- _WHAT YOU SHOULD DO_: Nothing in the entries should change; repeat them exactly.

(Collected data entries)

-.-.-

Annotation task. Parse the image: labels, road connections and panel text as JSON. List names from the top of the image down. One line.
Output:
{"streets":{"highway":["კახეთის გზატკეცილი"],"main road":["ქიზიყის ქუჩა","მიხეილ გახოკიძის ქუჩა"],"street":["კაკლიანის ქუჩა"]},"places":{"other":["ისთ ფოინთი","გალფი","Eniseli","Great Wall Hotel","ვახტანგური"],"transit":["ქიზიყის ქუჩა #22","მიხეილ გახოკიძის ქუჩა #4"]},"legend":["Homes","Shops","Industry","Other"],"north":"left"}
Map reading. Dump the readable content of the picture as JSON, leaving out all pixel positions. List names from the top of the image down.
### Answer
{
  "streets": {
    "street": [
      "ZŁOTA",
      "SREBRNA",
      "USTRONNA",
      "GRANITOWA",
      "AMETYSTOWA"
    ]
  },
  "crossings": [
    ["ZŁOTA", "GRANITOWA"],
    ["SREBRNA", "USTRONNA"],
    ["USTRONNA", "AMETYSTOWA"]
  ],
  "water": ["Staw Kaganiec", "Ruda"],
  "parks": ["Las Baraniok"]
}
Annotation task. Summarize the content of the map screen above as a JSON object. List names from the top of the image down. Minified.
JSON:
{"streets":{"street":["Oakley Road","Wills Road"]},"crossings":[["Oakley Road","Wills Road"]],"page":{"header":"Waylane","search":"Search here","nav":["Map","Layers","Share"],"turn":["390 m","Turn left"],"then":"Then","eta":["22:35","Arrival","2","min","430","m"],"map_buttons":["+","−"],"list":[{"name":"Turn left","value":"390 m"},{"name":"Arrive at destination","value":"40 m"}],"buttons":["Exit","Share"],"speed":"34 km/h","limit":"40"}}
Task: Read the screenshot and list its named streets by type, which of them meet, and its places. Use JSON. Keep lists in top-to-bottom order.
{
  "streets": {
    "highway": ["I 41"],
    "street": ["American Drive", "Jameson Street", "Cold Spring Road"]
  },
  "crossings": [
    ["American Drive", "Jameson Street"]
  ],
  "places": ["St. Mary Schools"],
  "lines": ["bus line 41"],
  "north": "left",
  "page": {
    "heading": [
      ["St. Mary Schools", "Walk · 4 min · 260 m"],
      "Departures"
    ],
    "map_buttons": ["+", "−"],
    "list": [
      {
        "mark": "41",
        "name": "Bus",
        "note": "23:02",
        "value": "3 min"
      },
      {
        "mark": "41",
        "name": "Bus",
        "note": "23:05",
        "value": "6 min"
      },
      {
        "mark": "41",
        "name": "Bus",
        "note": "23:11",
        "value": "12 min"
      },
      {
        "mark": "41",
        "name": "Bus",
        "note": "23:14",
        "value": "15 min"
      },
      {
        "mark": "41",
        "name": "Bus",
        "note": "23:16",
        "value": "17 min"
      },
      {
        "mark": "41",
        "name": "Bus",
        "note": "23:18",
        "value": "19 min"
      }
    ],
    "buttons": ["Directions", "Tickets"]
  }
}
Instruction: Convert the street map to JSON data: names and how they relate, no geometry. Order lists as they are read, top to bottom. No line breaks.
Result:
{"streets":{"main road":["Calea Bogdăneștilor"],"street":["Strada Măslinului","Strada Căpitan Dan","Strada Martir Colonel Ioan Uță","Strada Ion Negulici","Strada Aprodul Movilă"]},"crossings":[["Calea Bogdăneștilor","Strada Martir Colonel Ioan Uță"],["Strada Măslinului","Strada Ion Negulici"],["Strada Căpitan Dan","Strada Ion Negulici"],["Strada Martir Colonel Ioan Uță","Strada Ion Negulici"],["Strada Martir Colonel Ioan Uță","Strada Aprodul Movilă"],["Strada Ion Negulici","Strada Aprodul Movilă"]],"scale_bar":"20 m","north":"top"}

-.-.-

- _COMPLETED EXERCISE_:
Annotation task. Parse the image: labels, road connections and panel text as JSON. List names from the top of the image down. One line.
Output:
{"streets":{"highway":["კახეთის გზატკეცილი"],"main road":["ქიზიყის ქუჩა","მიხეილ გახოკიძის ქუჩა"],"street":["კაკლიანის ქუჩა"]},"places":{"other":["ისთ ფოინთი","გალფი","Eniseli","Great Wall Hotel","ვახტანგური"],"transit":["ქიზიყის ქუჩა #22","მიხეილ გახოკიძის ქუჩა #4"]},"legend":["Homes","Shops","Industry","Other"],"north":"left"}
Map reading. Dump the readable content of the picture as JSON, leaving out all pixel positions. List names from the top of the image down.
### Answer
{
  "streets": {
    "street": [
      "ZŁOTA",
      "SREBRNA",
      "USTRONNA",
      "GRANITOWA",
      "AMETYSTOWA"
    ]
  },
  "crossings": [
    ["ZŁOTA", "GRANITOWA"],
    ["SREBRNA", "USTRONNA"],
    ["USTRONNA", "AMETYSTOWA"]
  ],
  "water": ["Staw Kaganiec", "Ruda"],
  "parks": ["Las Baraniok"]
}
Annotation task. Summarize the content of the map screen above as a JSON object. List names from the top of the image down. Minified.
JSON:
{"streets":{"street":["Oakley Road","Wills Road"]},"crossings":[["Oakley Road","Wills Road"]],"page":{"header":"Waylane","search":"Search here","nav":["Map","Layers","Share"],"turn":["390 m","Turn left"],"then":"Then","eta":["22:35","Arrival","2","min","430","m"],"map_buttons":["+","−"],"list":[{"name":"Turn left","value":"390 m"},{"name":"Arrive at destination","value":"40 m"}],"buttons":["Exit","Share"],"speed":"34 km/h","limit":"40"}}
Task: Read the screenshot and list its named streets by type, which of them meet, and its places. Use JSON. Keep lists in top-to-bottom order.
{
  "streets": {
    "highway": ["I 41"],
    "street": ["American Drive", "Jameson Street", "Cold Spring Road"]
  },
  "crossings": [
    ["American Drive", "Jameson Street"]
  ],
  "places": ["St. Mary Schools"],
  "lines": ["bus line 41"],
  "north": "left",
  "page": {
    "heading": [
      ["St. Mary Schools", "Walk · 4 min · 260 m"],
      "Departures"
    ],
    "map_buttons": ["+", "−"],
    "list": [
      {
        "mark": "41",
        "name": "Bus",
        "note": "23:02",
        "value": "3 min"
      },
      {
        "mark": "41",
        "name": "Bus",
        "note": "23:05",
        "value": "6 min"
      },
      {
        "mark": "41",
        "name": "Bus",
        "note": "23:11",
        "value": "12 min"
      },
      {
        "mark": "41",
        "name": "Bus",
        "note": "23:14",
        "value": "15 min"
      },
      {
        "mark": "41",
        "name": "Bus",
        "note": "23:16",
        "value": "17 min"
      },
      {
        "mark": "41",
        "name": "Bus",
        "note": "23:18",
        "value": "19 min"
      }
    ],
    "buttons": ["Directions", "Tickets"]
  }
}
Instruction: Convert the street map to JSON data: names and how they relate, no geometry. Order lists as they are read, top to bottom. No line breaks.
Result:
{"streets":{"main road":["Calea Bogdăneștilor"],"street":["Strada Măslinului","Strada Căpitan Dan","Strada Martir Colonel Ioan Uță","Strada Ion Negulici","Strada Aprodul Movilă"]},"crossings":[["Calea Bogdăneștilor","Strada Martir Colonel Ioan Uță"],["Strada Măslinului","Strada Ion Negulici"],["Strada Căpitan Dan","Strada Ion Negulici"],["Strada Martir Colonel Ioan Uță","Strada Ion Negulici"],["Strada Martir Colonel Ioan Uță","Strada Aprodul Movilă"],["Strada Ion Negulici","Strada Aprodul Movilă"]],"scale_bar":"20 m","north":"top"}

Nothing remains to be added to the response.